Nvidia announces Blackwell Ultra GB300 and Vera Rubin, its next AI ‘superchips’
A Blackwell Ultra server cluster. | Image: Nvidia
Nvidia now makes $2,300 in profit every second on the back of the AI revolution. Its data center business is so gigantic, even its networking hardware now rakes in more money than its gaming GPUs. Now, the company is announcing the AI GPUs that it hopes will extend its commanding lead: the Blackwell Ultra GB300, which will ship in the second half of this year, the Vera Rubin for second half of next year, and the Rubin Ultra that will arrive in the second half of 2027.
This year’s Blackwell Ultra isn’t what we originally expected, when Nvidia said last year that it would begin producing new AI chips on a yearly cadence, faster than ever before, as Blackwell Ultra is not on a new architecture. But Nvidia quickly moved on from Blackwell Ultra during today’s GDC keynote to reveal that next architecture, Vera Rubin, whose full rack should offer 3.3x the performance of a comparable Blackwell Ultra one.
Nvidia isn’t making it easy to tell how much better Blackwell Ultra is than the original Blackwell. In a prebriefing with journalists, Nvidia revealed a single Ultra chip will offer the same 20 petaflops of AI performance as Blackwell, but now with 288GB of HBM3e memory rather than 192GB of the same. Meanwhile, a Blackwell Ultra DGX GB300 “Superpod” cluster will offer the same 288 CPUs, 576 GPUs and 11.5 exaflops of FP4 computing as the Blackwell version, but with 300TB of memory rather than 240TB.

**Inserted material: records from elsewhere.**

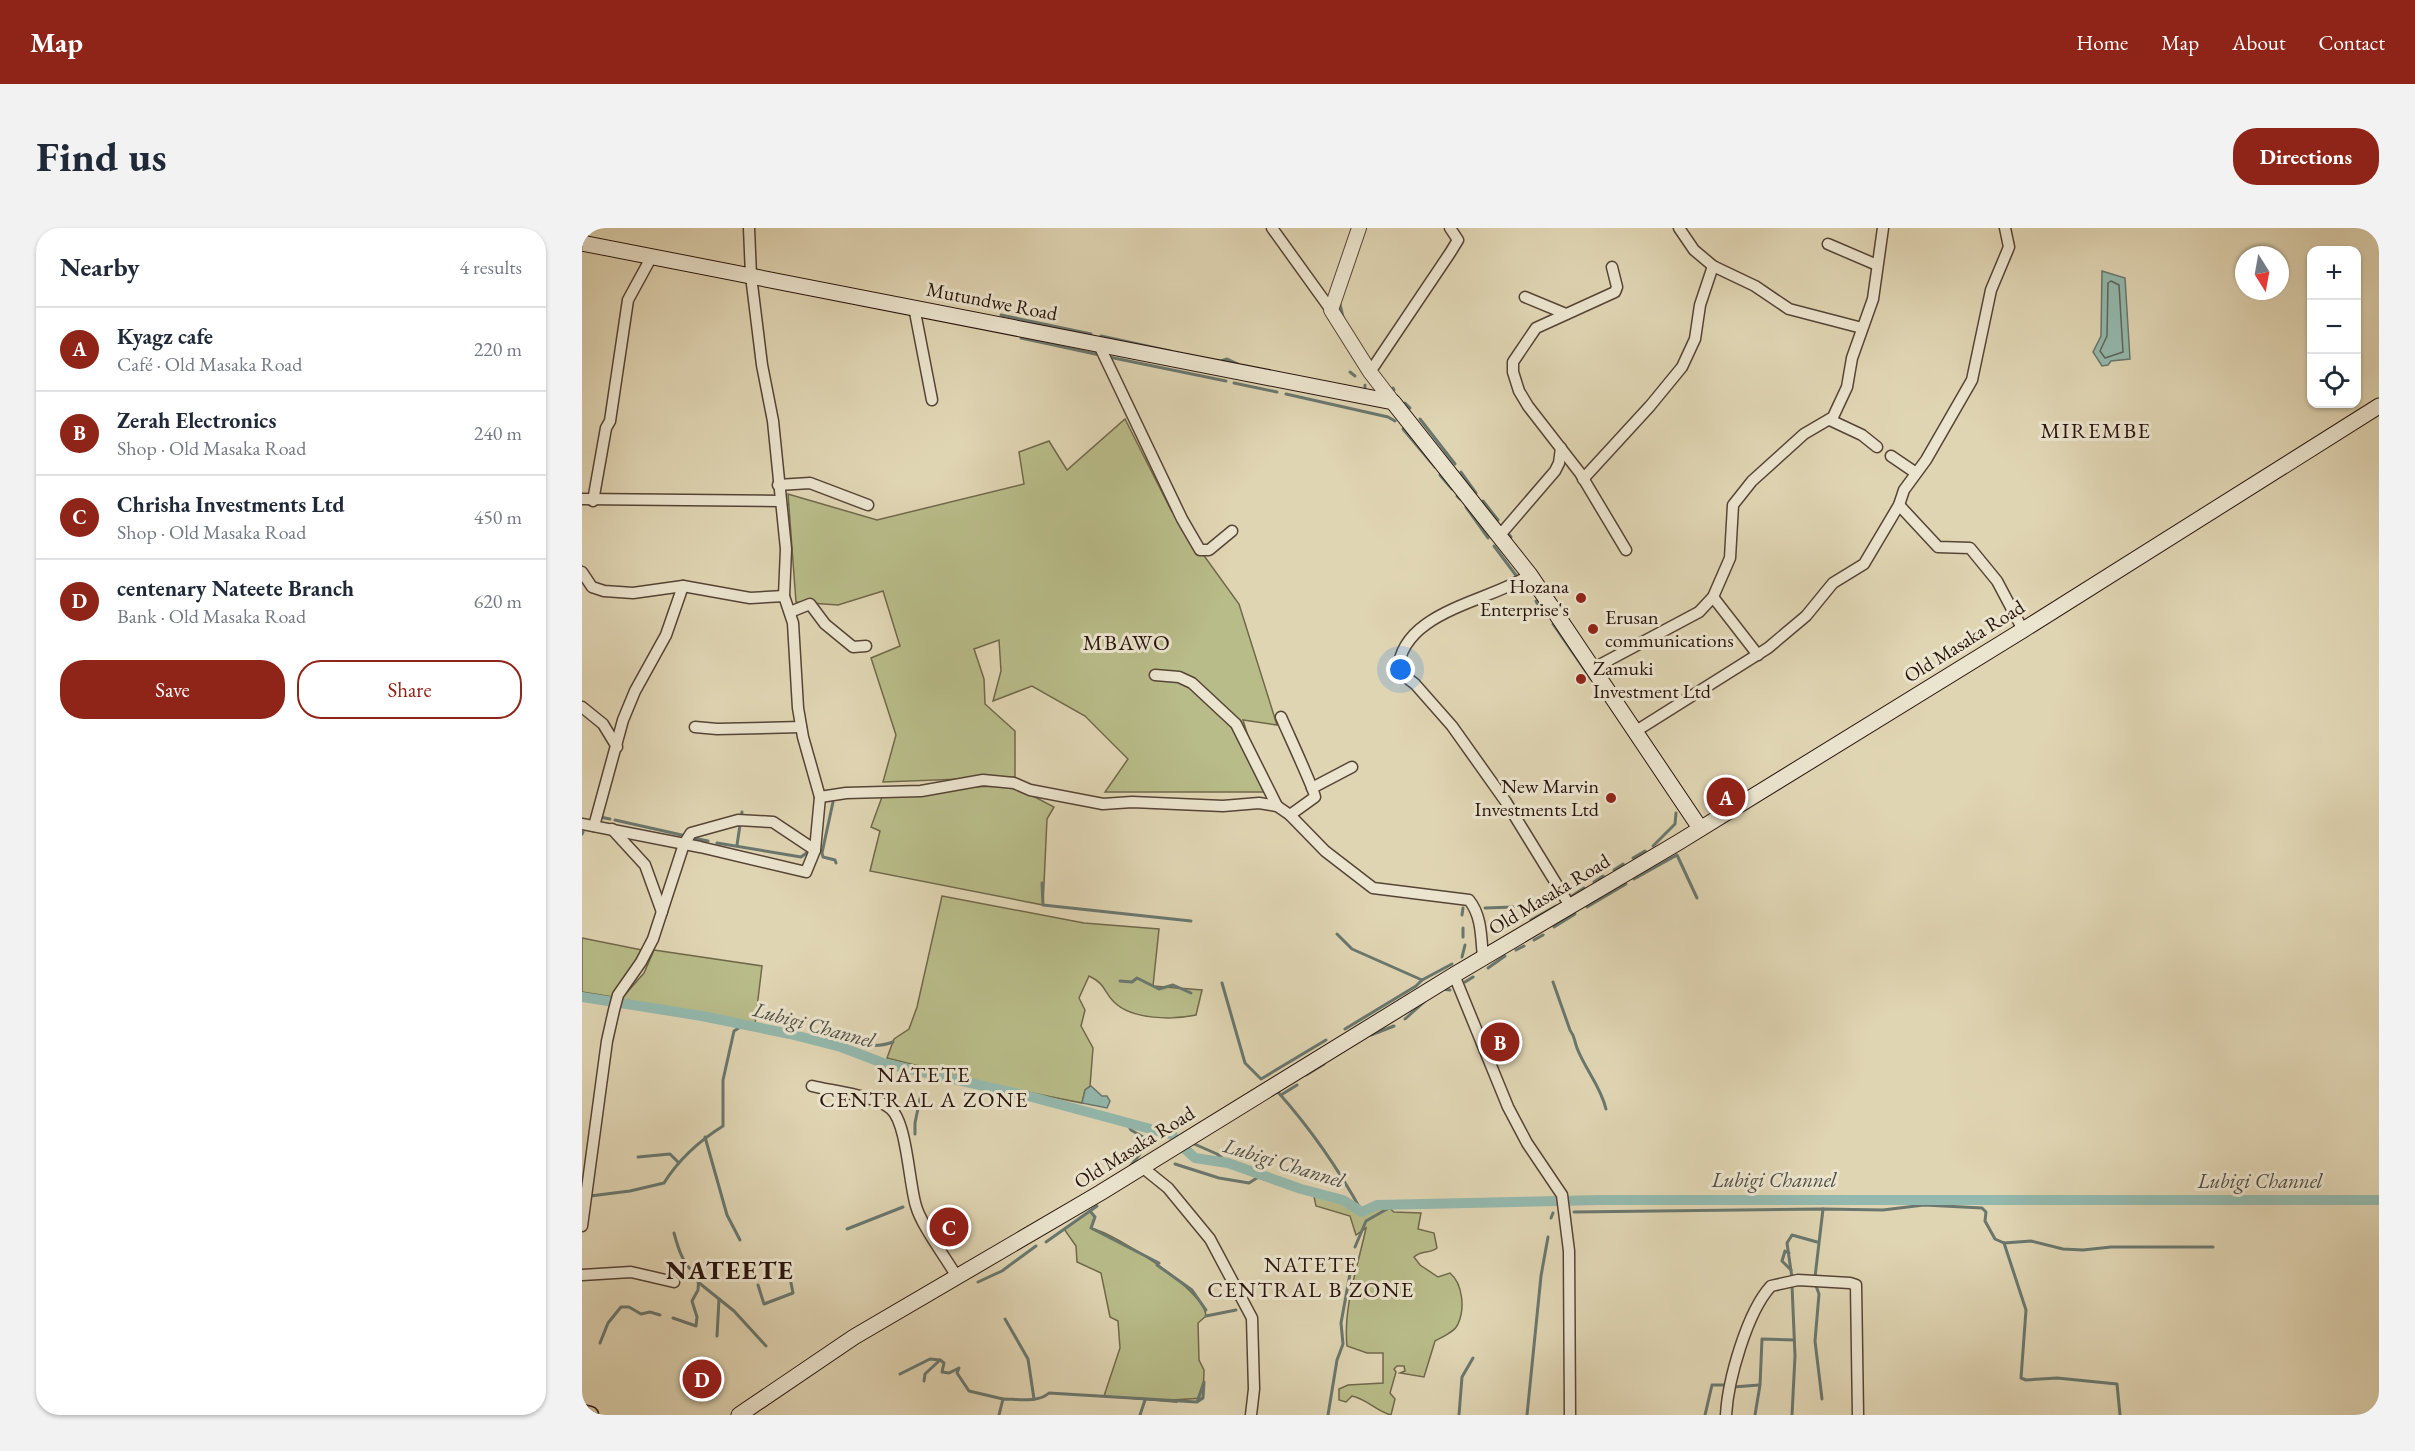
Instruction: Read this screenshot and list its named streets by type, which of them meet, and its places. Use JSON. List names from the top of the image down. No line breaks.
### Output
{"streets":{"main road":["Mutundwe Road","Old Masaka Road"]},"districts":["MIREMBE","MBAWO","NATETE CENTRAL A ZONE","NATETE CENTRAL B ZONE","NATEETE"],"water":["Lubigi Channel"],"places":["Hozana Enterprise's","Erusan communications","Zamuki Investment Ltd","New Marvin Investments Ltd"],"north":"bottom","page":{"header":"Map","nav":["Home","Map","About","Contact"],"buttons":["Directions",["Save","Share"]],"title":"Find us","heading":["Nearby","4 results"],"map_buttons":["+","−"],"list":[{"mark":"A","name":"Kyagz cafe","note":"Café · Old Masaka Road","value":"220 m"},{"mark":"B","name":"Zerah Electronics","note":"Shop · Old Masaka Road","value":"240 m"},{"mark":"C","name":"Chrisha Investments Ltd","note":"Shop · Old Masaka Road","value":"450 m"},{"mark":"D","name":"centenary Nateete Branch","note":"Bank · Old Masaka Road","value":"620 m"}],"pins":["A","B","C","D"]}}
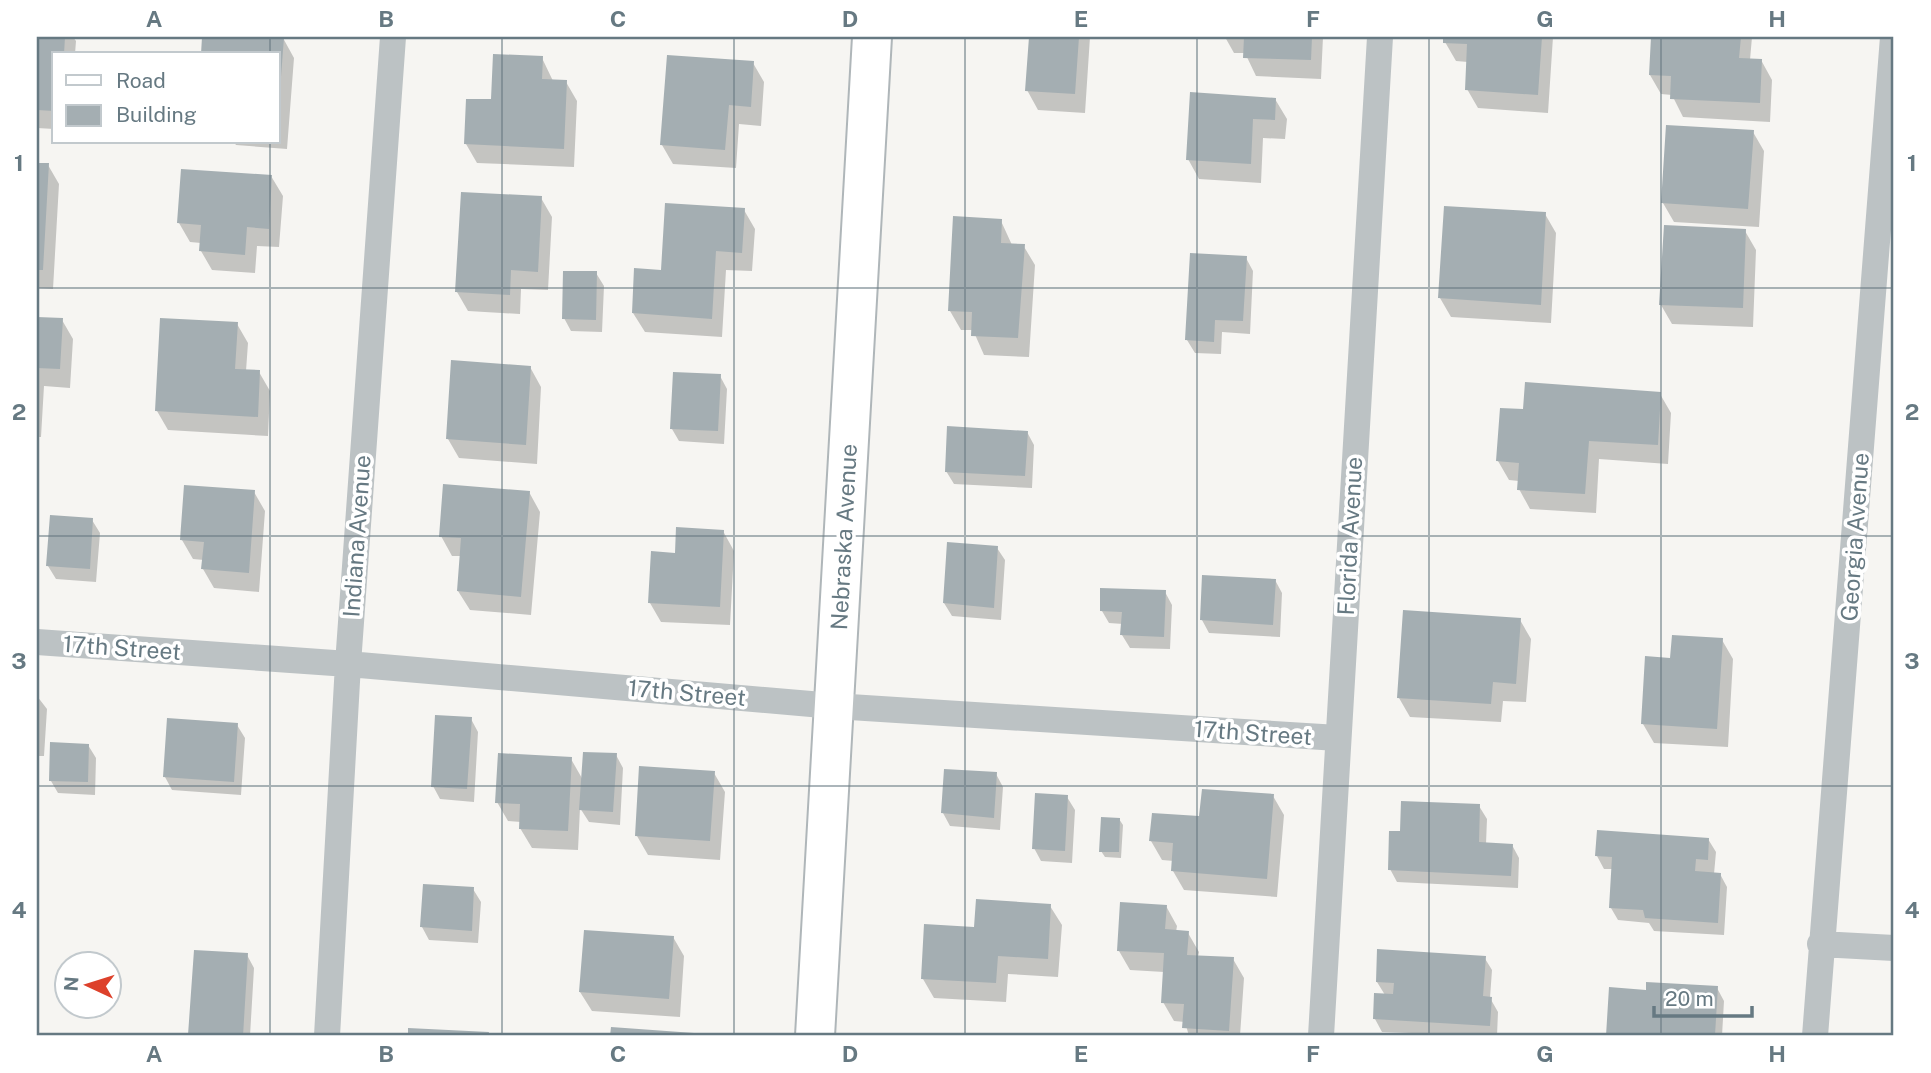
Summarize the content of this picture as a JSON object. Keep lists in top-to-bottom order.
{
  "streets": {
    "main road": ["Nebraska Avenue"],
    "street": [
      "Indiana Avenue",
      "Florida Avenue",
      "Georgia Avenue",
      "17th Street"
    ]
  },
  "crossings": [
    ["Indiana Avenue", "17th Street"],
    ["Florida Avenue", "17th Street"],
    ["Nebraska Avenue", "17th Street"]
  ],
  "legend": ["Road", "Building"],
  "scale_bar": "20 m",
  "north": "left",
  "grid": {
    "columns": [
      "A",
      "B",
      "C",
      "D",
      "E",
      "F",
      "G",
      "H"
    ],
    "rows": [
      "1",
      "2",
      "3",
      "4"
    ]
  }
}
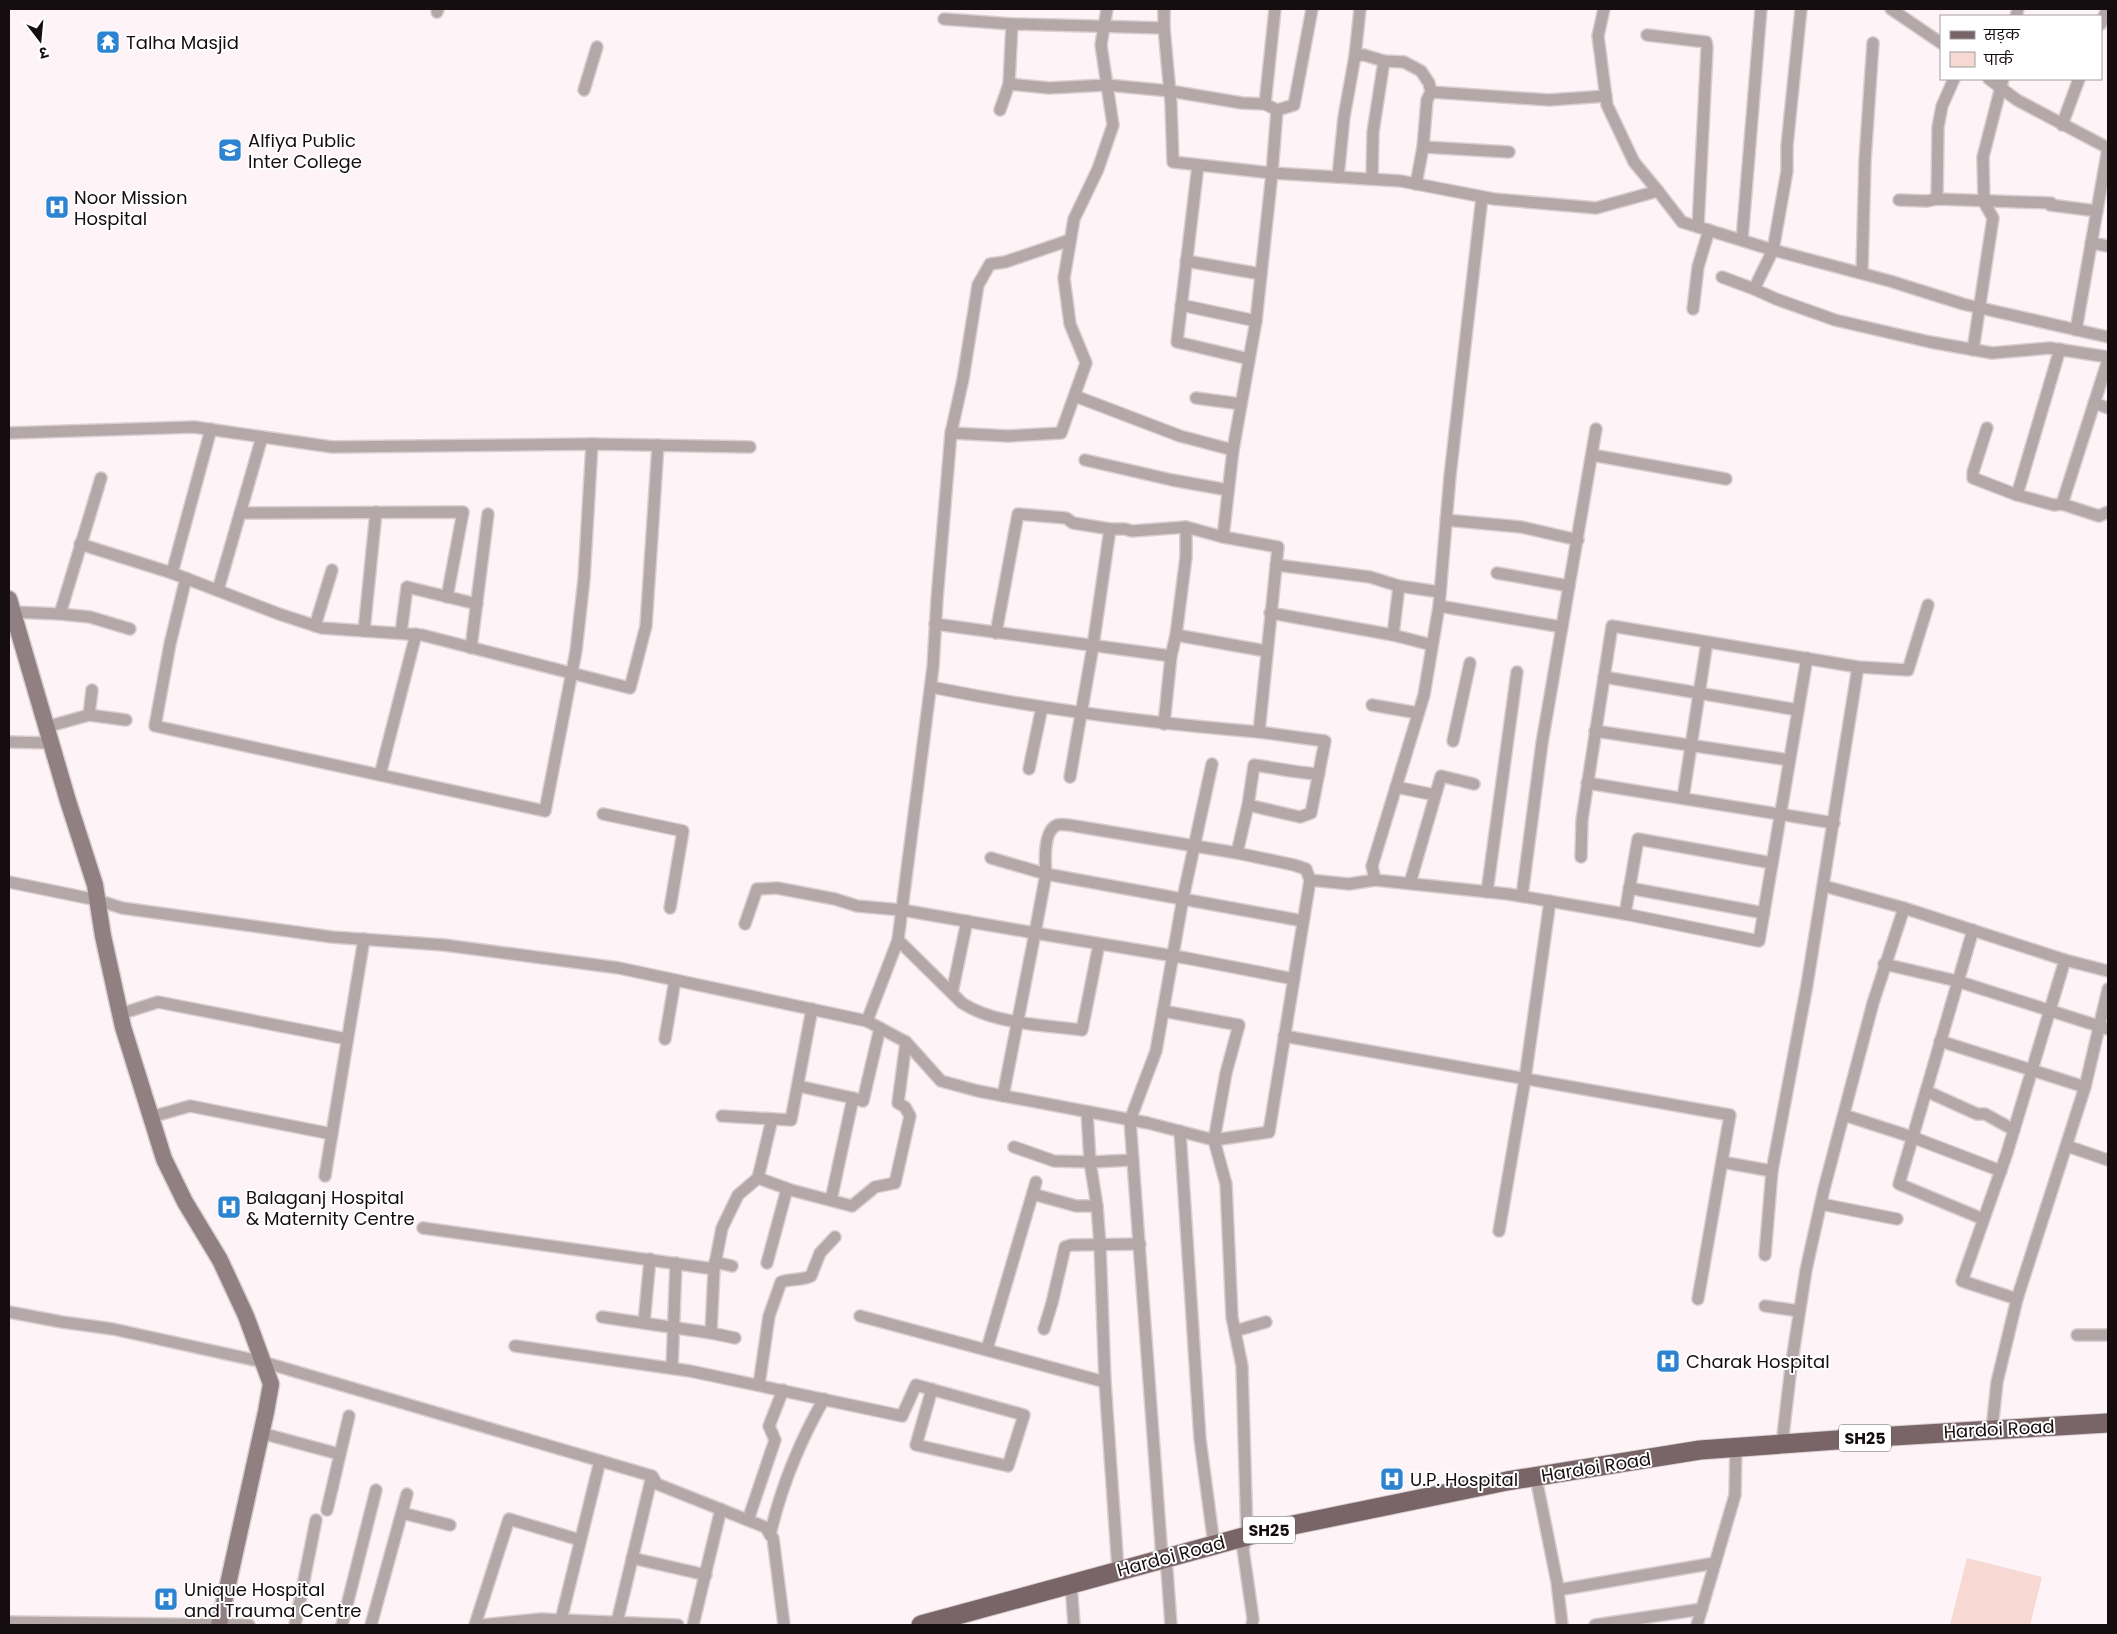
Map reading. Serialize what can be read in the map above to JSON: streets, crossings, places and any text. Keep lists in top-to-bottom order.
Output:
{
  "streets": {
    "main road": ["Hardoi Road", "SH25"]
  },
  "places": {
    "temple": ["Talha Masjid"],
    "school or university": ["Alfiya Public Inter College"],
    "hospital": [
      "Noor Mission Hospital",
      "Balaganj Hospital & Maternity Centre",
      "Charak Hospital",
      "U.P. Hospital",
      "Unique Hospital and Trauma Centre"
    ]
  },
  "legend": ["सड़क", "पार्क"],
  "north": "bottom"
}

Mostly, Nvidia compared its new Blackwell Ultra to the H100, the 2022 chip that originally built Nvidia’s AI fortunes and from which leading companies might presumably want to upgrade: there, Nvidia says it offers 1.5x the FP4 inference and can dramatically speed up “AI reasoning,” with the NVL72 cluster capable of running an interactive copy of DeepSeek-R1 671B that can provide answers in just ten seconds instead of the H100’s 1.5 minutes. Nvidia says that’s because it can process 1,000 tokens per second, ten times that of Nvidia’s 2022 chips.
But one intriguing difference is that some companies will be able to buy a single Blackwell Ultra chip: Nvidia announced a desktop computer called the DGX Station with a single GB300 Blackwell Ultra on board, 784GB of unified system memory, built-in 800Gbps Nvidia networking, and the promised 20 petaflops of AI performance. Asus, Dell, and HP will join Boxx, Lambda, and Supermicro in selling versions of the desktop.
Nvidia will also offer a single rack called the GB300 NVL72 that offers 1.1 exaflops of FP4, 20TB of HBM memory, 40TB of “fast memory,” 130TB/sec of NVLink bandwidth and 14.4 TB/sec networking.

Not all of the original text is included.